Stored entries:
+ + + +

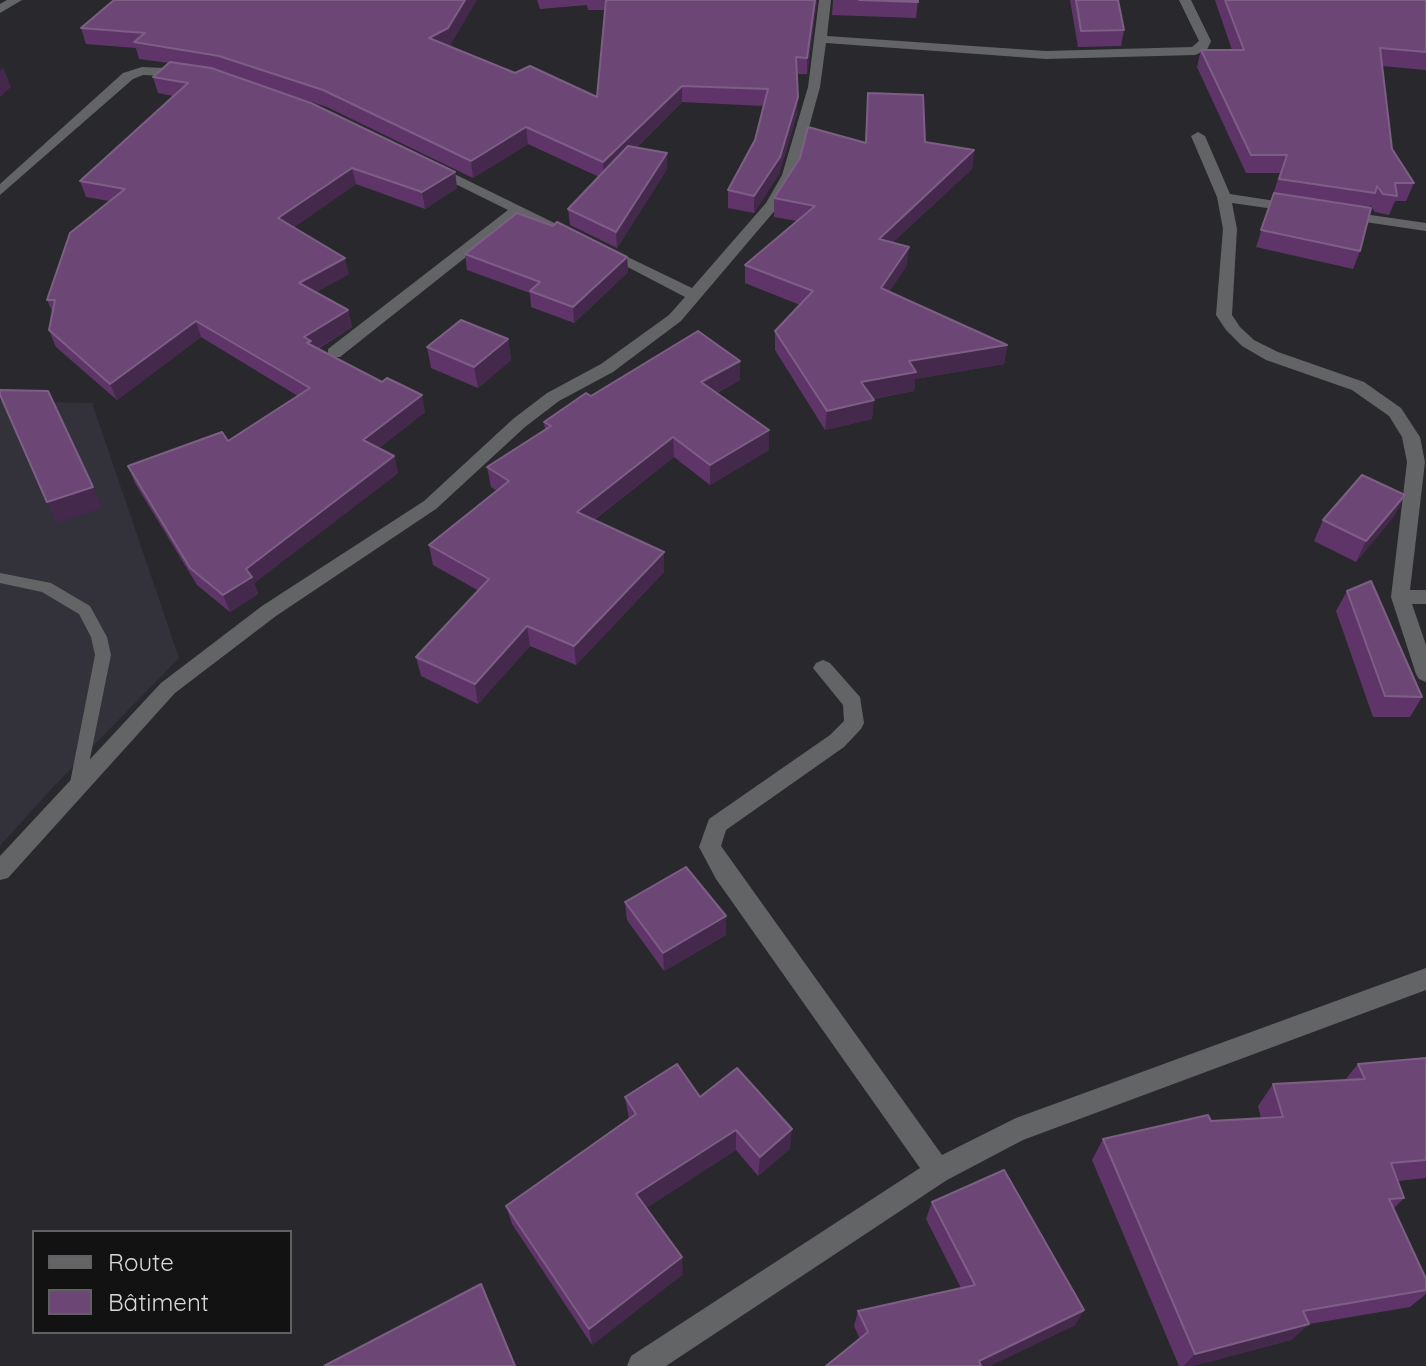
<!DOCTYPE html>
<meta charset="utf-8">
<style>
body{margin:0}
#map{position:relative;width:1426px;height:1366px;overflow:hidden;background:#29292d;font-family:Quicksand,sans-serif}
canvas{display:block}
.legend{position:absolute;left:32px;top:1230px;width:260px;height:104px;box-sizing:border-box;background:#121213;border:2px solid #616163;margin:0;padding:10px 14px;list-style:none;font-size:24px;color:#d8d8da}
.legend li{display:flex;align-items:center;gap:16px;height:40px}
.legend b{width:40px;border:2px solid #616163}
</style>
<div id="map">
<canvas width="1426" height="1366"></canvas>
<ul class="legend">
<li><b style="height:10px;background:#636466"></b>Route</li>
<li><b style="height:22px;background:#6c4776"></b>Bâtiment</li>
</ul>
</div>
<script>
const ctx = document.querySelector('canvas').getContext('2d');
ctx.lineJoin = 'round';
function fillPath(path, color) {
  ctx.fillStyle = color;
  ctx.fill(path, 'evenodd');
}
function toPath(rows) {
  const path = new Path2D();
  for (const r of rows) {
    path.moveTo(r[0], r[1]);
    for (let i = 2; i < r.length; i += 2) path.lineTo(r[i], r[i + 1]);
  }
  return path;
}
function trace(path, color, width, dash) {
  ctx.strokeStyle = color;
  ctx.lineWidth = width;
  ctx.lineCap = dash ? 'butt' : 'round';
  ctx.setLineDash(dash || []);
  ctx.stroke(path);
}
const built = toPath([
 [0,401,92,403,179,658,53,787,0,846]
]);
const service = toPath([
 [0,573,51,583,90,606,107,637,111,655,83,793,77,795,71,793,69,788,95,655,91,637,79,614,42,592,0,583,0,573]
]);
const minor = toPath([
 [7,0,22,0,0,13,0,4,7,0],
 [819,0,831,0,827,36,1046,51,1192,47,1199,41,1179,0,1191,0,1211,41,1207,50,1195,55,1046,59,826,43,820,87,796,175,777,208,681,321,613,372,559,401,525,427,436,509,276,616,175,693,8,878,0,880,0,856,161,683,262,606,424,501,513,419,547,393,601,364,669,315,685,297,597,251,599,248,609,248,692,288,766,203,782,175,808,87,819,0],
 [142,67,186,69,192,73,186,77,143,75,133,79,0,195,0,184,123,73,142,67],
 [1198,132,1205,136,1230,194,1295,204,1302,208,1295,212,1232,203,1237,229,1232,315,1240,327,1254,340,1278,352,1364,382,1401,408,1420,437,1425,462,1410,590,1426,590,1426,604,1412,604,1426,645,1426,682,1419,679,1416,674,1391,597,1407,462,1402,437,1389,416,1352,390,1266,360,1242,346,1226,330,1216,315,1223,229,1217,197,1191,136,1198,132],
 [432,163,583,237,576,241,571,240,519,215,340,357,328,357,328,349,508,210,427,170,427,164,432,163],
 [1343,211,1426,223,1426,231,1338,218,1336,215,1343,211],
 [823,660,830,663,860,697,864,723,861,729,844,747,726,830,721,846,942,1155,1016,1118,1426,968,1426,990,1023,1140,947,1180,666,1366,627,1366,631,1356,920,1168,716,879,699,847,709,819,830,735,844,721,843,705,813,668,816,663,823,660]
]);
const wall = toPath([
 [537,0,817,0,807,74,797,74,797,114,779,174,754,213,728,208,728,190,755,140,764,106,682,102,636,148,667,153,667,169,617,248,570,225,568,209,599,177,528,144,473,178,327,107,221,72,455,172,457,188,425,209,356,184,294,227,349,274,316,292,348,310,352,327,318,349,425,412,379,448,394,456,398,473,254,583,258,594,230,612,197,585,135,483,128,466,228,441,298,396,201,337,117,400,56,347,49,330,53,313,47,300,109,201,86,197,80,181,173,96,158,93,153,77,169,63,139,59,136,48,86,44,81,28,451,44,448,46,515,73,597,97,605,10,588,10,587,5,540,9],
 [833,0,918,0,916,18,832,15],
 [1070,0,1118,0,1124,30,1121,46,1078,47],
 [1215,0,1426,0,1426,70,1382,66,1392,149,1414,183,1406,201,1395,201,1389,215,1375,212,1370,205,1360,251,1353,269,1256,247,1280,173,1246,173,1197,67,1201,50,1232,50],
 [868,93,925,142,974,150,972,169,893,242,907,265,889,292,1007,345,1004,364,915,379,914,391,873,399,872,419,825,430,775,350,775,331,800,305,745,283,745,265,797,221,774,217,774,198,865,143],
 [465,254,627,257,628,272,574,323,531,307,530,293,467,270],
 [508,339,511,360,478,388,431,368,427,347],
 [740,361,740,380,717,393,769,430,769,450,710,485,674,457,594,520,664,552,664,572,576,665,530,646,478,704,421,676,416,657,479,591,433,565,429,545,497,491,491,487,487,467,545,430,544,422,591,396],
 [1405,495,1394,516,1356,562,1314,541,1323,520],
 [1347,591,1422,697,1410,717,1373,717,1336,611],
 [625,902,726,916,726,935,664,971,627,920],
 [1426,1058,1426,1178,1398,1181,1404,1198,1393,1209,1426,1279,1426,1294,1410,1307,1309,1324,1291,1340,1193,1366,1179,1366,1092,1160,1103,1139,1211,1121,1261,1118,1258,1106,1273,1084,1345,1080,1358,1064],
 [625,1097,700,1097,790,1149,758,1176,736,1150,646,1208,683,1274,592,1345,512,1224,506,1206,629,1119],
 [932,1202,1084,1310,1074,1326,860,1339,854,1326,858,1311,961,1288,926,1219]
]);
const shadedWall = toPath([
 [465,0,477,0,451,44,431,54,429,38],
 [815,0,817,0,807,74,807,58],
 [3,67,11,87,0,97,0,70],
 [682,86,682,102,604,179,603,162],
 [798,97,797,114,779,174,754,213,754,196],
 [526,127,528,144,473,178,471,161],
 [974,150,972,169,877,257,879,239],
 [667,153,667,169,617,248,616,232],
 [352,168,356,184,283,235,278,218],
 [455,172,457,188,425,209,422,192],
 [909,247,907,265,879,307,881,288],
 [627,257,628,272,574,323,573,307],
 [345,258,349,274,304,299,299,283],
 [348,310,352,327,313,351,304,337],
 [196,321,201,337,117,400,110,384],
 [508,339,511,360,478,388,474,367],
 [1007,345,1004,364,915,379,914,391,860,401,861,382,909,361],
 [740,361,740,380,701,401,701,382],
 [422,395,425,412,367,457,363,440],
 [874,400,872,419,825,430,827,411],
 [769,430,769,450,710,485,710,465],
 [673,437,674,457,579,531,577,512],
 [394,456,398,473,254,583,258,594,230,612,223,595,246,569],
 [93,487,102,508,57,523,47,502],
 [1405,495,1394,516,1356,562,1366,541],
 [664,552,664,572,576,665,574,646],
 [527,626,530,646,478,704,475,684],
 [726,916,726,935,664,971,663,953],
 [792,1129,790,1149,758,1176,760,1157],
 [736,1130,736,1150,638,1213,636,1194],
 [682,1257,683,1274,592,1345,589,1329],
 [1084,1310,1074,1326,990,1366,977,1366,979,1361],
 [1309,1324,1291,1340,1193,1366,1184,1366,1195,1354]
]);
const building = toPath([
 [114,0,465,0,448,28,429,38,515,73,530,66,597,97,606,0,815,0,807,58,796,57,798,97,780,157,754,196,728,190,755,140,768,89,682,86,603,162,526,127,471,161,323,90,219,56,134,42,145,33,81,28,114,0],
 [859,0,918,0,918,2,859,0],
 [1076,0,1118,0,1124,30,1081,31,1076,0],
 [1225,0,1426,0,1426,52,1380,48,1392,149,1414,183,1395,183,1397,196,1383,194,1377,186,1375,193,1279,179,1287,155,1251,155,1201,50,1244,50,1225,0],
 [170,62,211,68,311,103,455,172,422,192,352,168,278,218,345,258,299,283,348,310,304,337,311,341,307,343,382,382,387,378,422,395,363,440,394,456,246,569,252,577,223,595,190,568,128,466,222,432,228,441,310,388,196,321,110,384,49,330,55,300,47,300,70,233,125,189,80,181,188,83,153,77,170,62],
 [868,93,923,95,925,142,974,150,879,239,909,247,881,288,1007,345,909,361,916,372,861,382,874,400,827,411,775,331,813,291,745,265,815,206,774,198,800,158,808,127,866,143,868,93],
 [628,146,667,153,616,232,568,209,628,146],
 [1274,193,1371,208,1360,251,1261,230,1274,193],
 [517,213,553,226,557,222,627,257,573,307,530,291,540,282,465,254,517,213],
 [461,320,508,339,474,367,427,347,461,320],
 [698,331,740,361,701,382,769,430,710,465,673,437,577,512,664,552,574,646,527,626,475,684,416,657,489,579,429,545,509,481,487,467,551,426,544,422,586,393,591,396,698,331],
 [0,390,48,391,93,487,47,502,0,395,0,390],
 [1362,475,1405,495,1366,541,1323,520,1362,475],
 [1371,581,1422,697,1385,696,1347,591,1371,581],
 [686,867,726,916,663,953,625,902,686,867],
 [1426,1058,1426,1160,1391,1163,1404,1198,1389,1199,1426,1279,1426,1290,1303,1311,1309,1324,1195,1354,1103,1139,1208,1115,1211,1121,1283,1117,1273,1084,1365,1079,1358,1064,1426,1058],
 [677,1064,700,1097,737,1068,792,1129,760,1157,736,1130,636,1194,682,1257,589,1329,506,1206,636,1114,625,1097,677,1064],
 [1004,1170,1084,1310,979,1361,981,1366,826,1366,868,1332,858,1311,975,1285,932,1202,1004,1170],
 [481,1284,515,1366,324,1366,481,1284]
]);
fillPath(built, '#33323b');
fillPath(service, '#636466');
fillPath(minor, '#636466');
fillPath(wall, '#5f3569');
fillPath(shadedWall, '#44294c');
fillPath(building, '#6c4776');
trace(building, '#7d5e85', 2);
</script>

+ + + +

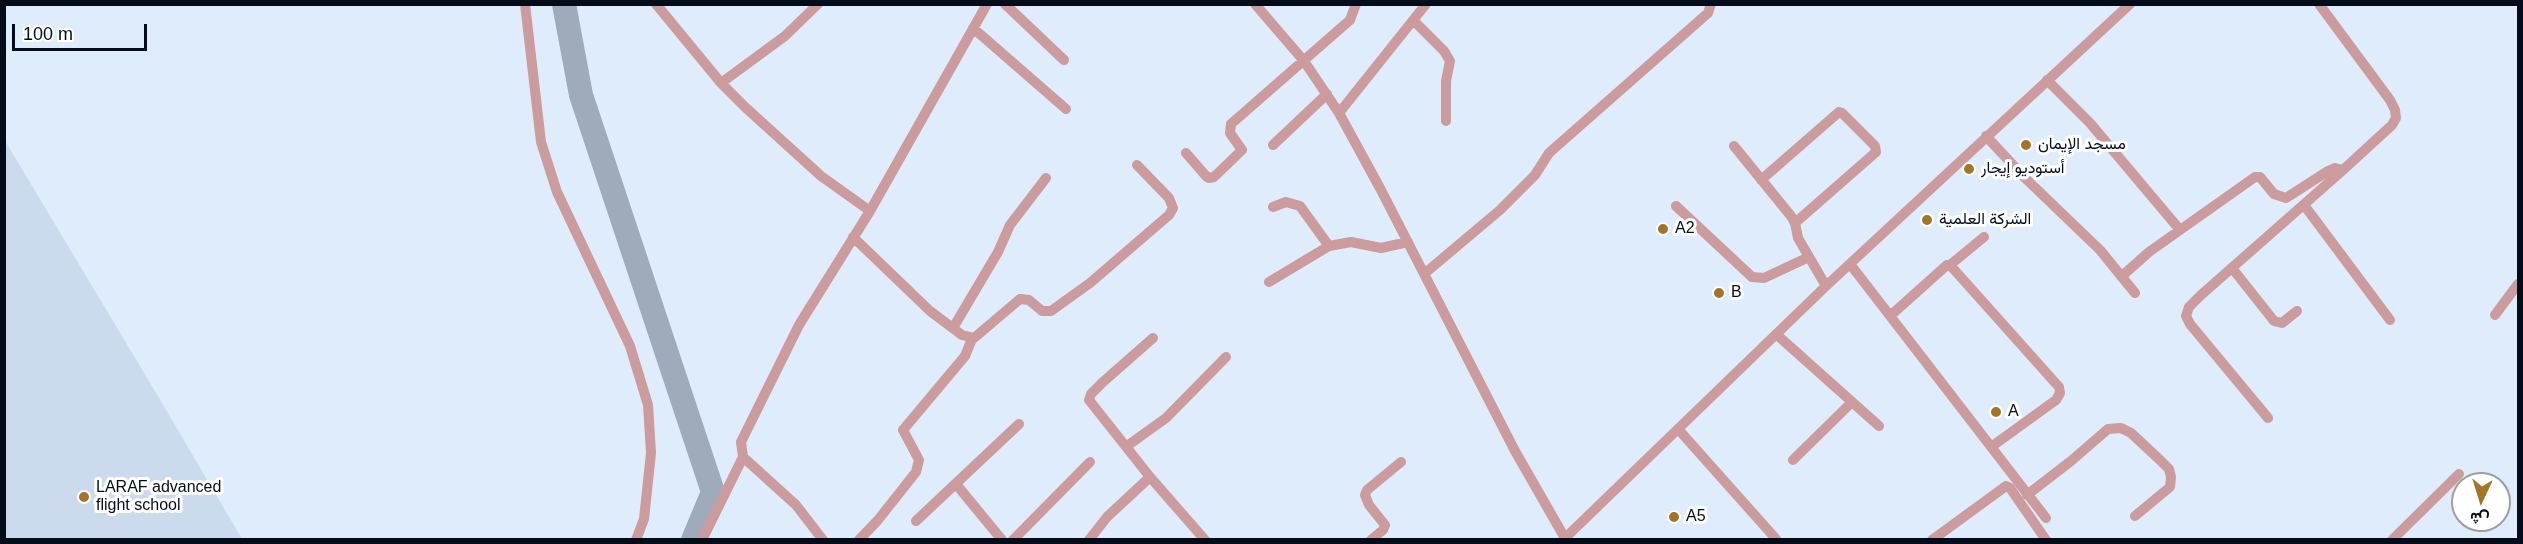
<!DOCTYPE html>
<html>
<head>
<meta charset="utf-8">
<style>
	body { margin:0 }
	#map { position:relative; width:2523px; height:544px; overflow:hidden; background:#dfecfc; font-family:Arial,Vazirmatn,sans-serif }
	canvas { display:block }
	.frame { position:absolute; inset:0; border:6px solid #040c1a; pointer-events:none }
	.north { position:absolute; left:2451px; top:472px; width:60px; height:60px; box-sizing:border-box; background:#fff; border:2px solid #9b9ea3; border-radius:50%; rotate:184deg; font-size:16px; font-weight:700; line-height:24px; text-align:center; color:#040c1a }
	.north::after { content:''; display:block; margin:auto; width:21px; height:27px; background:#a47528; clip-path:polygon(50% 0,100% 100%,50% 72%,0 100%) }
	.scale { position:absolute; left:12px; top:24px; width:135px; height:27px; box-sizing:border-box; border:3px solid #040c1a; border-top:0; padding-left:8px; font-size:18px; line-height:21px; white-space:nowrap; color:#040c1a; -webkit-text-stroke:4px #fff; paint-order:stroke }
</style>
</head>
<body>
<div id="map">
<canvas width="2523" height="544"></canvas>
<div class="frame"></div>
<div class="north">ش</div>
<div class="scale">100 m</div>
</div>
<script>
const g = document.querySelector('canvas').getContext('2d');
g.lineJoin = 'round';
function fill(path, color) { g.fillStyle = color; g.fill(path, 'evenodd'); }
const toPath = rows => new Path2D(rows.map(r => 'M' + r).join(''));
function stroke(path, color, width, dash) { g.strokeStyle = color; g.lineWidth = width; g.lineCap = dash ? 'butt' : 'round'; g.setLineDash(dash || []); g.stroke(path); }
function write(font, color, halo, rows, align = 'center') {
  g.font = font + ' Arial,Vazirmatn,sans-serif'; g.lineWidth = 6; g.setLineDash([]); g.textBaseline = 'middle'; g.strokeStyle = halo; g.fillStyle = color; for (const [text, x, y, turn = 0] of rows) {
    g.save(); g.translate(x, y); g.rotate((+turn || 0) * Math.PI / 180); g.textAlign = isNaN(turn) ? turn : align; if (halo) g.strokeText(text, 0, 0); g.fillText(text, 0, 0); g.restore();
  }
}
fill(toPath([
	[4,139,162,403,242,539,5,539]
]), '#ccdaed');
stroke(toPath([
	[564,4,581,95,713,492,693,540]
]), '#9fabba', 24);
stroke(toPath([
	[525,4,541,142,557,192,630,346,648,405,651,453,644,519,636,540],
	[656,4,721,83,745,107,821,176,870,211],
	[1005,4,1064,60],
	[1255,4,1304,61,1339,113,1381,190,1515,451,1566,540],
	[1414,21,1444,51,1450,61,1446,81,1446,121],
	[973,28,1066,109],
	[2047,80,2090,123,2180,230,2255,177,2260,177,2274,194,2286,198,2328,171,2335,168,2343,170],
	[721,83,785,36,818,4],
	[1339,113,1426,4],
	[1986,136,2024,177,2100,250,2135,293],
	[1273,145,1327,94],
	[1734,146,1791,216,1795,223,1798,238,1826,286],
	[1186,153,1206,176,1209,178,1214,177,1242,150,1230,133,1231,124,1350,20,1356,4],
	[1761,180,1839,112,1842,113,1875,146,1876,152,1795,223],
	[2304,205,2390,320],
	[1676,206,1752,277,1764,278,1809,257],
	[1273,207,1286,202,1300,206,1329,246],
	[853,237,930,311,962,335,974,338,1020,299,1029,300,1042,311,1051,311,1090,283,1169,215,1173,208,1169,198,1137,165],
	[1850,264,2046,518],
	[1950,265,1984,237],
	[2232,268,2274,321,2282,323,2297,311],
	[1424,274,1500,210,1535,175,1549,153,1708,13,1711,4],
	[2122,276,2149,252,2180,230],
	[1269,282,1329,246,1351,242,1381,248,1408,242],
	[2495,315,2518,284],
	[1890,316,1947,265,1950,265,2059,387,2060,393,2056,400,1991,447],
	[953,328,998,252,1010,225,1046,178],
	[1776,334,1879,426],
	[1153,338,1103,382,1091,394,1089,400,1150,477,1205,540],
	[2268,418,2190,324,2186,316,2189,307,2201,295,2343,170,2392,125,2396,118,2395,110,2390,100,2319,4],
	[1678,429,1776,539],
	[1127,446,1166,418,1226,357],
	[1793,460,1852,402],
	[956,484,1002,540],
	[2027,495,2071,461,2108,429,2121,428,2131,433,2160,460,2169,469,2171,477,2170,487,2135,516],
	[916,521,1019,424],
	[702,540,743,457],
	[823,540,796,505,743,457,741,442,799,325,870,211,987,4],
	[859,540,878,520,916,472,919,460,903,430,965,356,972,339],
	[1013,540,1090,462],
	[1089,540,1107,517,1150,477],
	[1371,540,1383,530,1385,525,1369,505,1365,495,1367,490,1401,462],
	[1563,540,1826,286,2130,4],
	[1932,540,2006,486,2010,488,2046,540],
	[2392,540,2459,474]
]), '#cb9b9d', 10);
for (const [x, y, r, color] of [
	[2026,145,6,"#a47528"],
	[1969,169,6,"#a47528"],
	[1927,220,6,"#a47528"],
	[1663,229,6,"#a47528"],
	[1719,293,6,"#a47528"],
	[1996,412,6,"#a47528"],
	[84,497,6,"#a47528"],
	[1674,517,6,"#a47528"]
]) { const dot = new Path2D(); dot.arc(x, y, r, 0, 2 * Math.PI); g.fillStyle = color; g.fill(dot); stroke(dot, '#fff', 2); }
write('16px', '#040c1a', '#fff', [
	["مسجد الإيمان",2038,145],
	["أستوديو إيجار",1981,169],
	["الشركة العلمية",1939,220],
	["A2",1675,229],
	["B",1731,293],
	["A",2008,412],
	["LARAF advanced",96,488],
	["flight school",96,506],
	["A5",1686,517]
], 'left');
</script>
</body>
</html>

+ + + +

ASSIGNMENT: Show every line of the data in which the word "document" appears.

ANSWER BOX:
const ctx = document.querySelector('canvas').getContext('2d');
const g = document.querySelector('canvas').getContext('2d');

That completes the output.